▶ Task to carry out:
What you return should match the listing exactly, minus its images.
--- Data for this exercise Enclosed Below ---
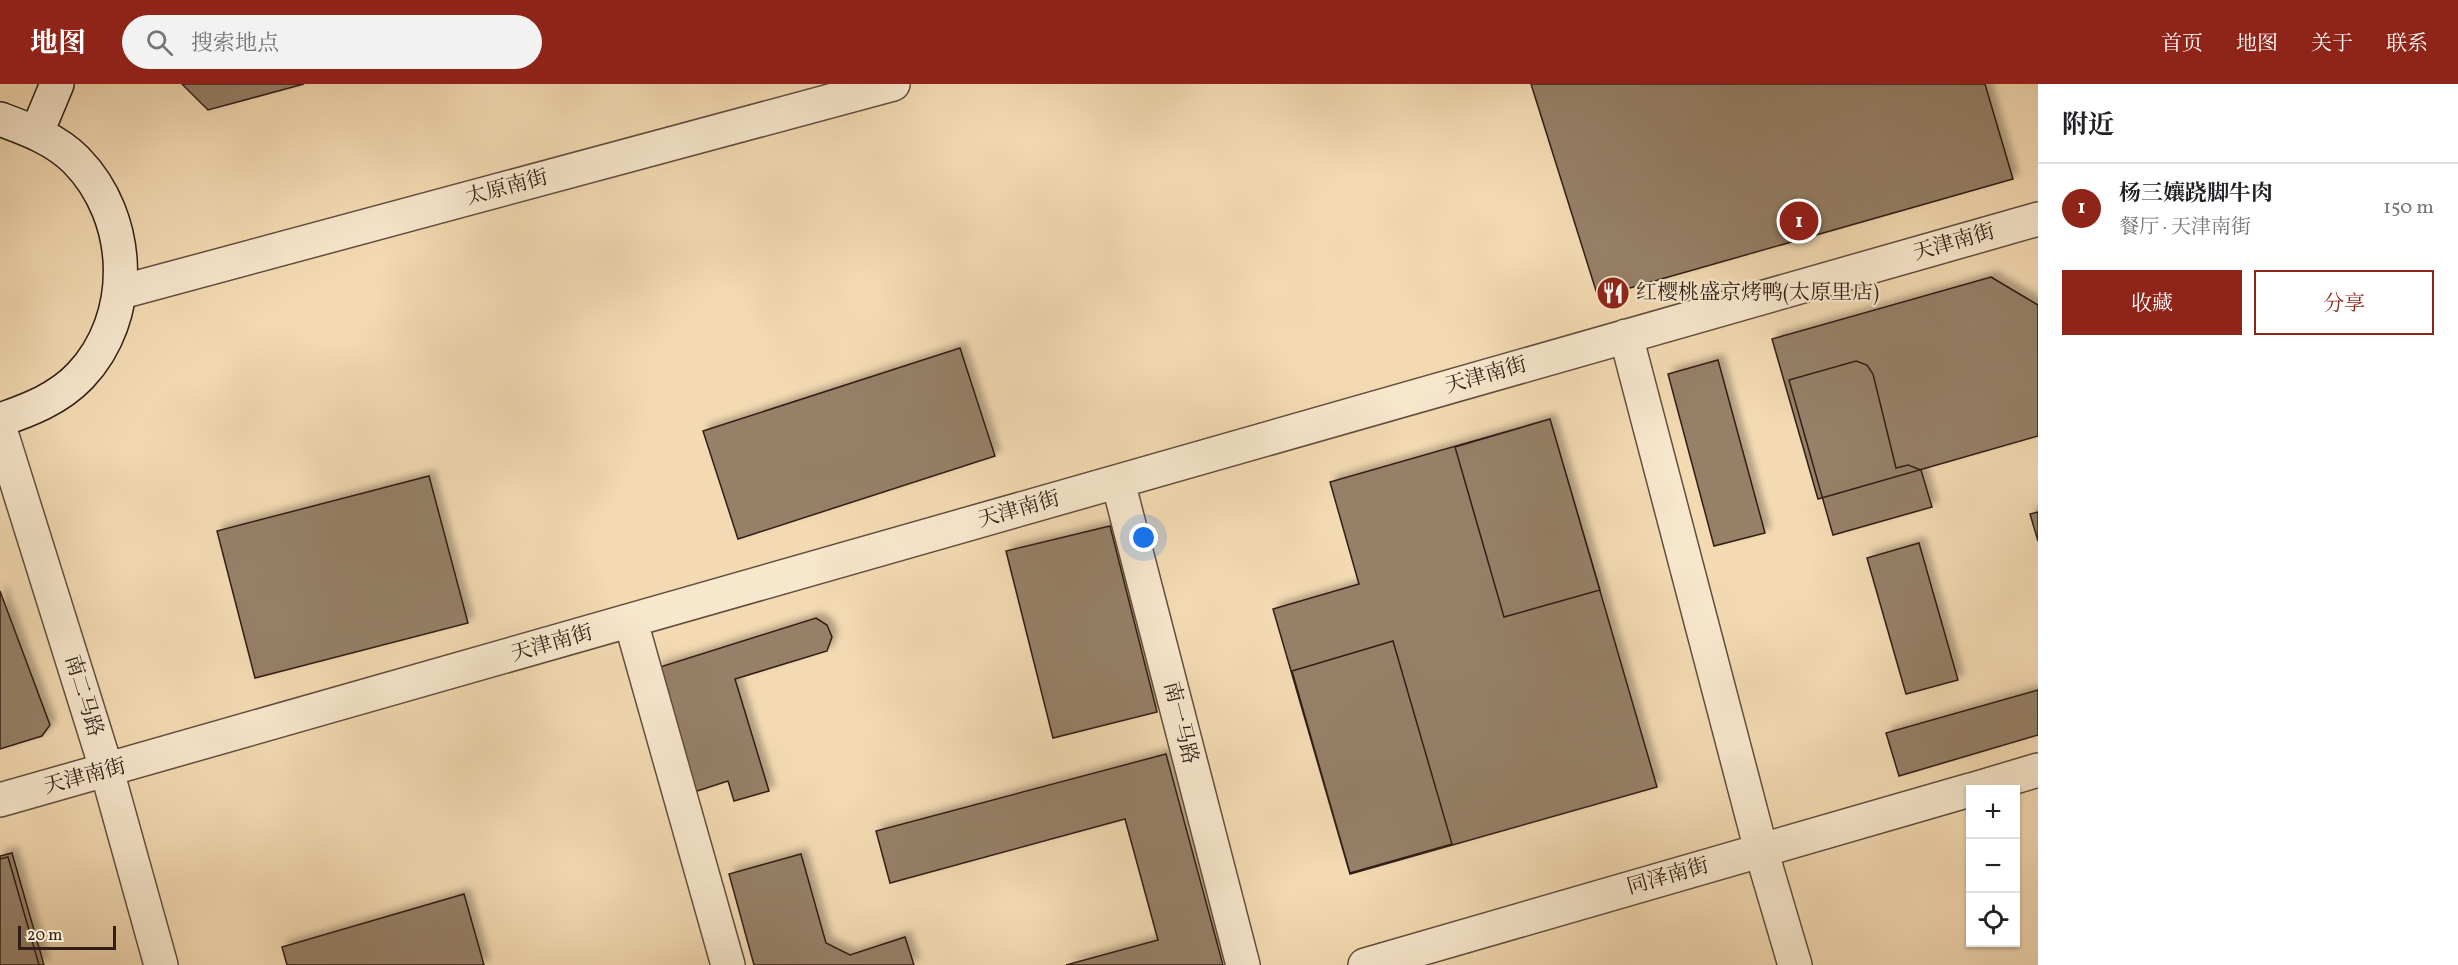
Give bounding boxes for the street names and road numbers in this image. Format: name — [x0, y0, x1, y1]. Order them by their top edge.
street label: 太原南街 — [463, 163, 551, 213]
street label: 天津南街 — [1910, 217, 1998, 269]
street label: 天津南街 — [1442, 350, 1530, 402]
street label: 天津南街 — [975, 484, 1063, 536]
street label: 天津南街 — [508, 618, 596, 670]
street label: 南二马路 — [57, 652, 109, 740]
street label: 南一马路 — [1156, 679, 1204, 767]
street label: 天津南街 — [41, 752, 129, 802]
street label: 同泽南街 — [1624, 851, 1712, 903]

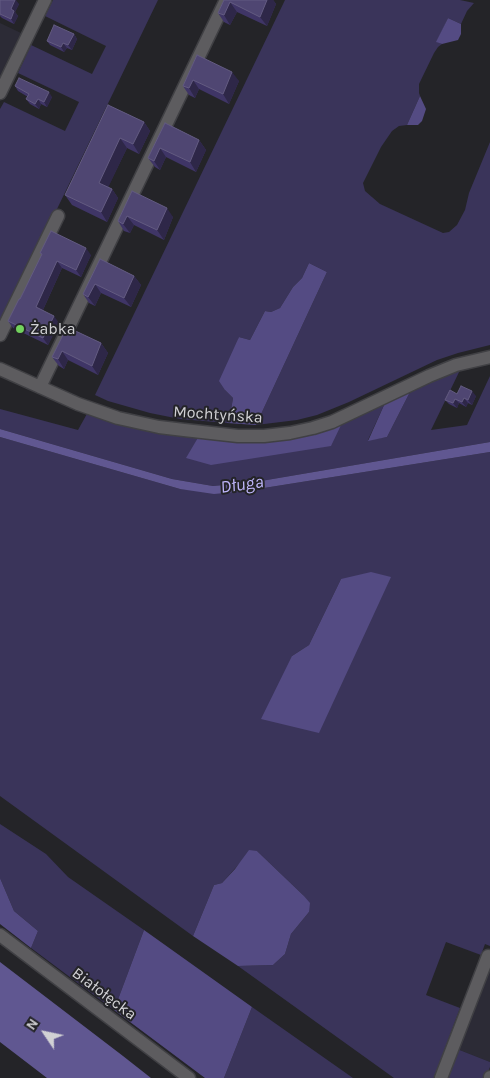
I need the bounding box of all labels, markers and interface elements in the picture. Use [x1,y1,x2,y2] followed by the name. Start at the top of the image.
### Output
--- End of Enclosed Data for this exercise ---
▶ Solved exercise:
Give bounding boxes for the street names and road numbers in this image. Format: name — [x0, y0, x1, y1]. Order them by their top edge.
street label: 太原南街 — [463, 163, 551, 213]
street label: 天津南街 — [1910, 217, 1998, 269]
street label: 天津南街 — [1442, 350, 1530, 402]
street label: 天津南街 — [975, 484, 1063, 536]
street label: 天津南街 — [508, 618, 596, 670]
street label: 南二马路 — [57, 652, 109, 740]
street label: 南一马路 — [1156, 679, 1204, 767]
street label: 天津南街 — [41, 752, 129, 802]
street label: 同泽南街 — [1624, 851, 1712, 903]

I need the bounding box of all labels, markers and interface elements in the picture. Use [x1,y1,x2,y2] followed by the name. Start at the top of the image.
### Output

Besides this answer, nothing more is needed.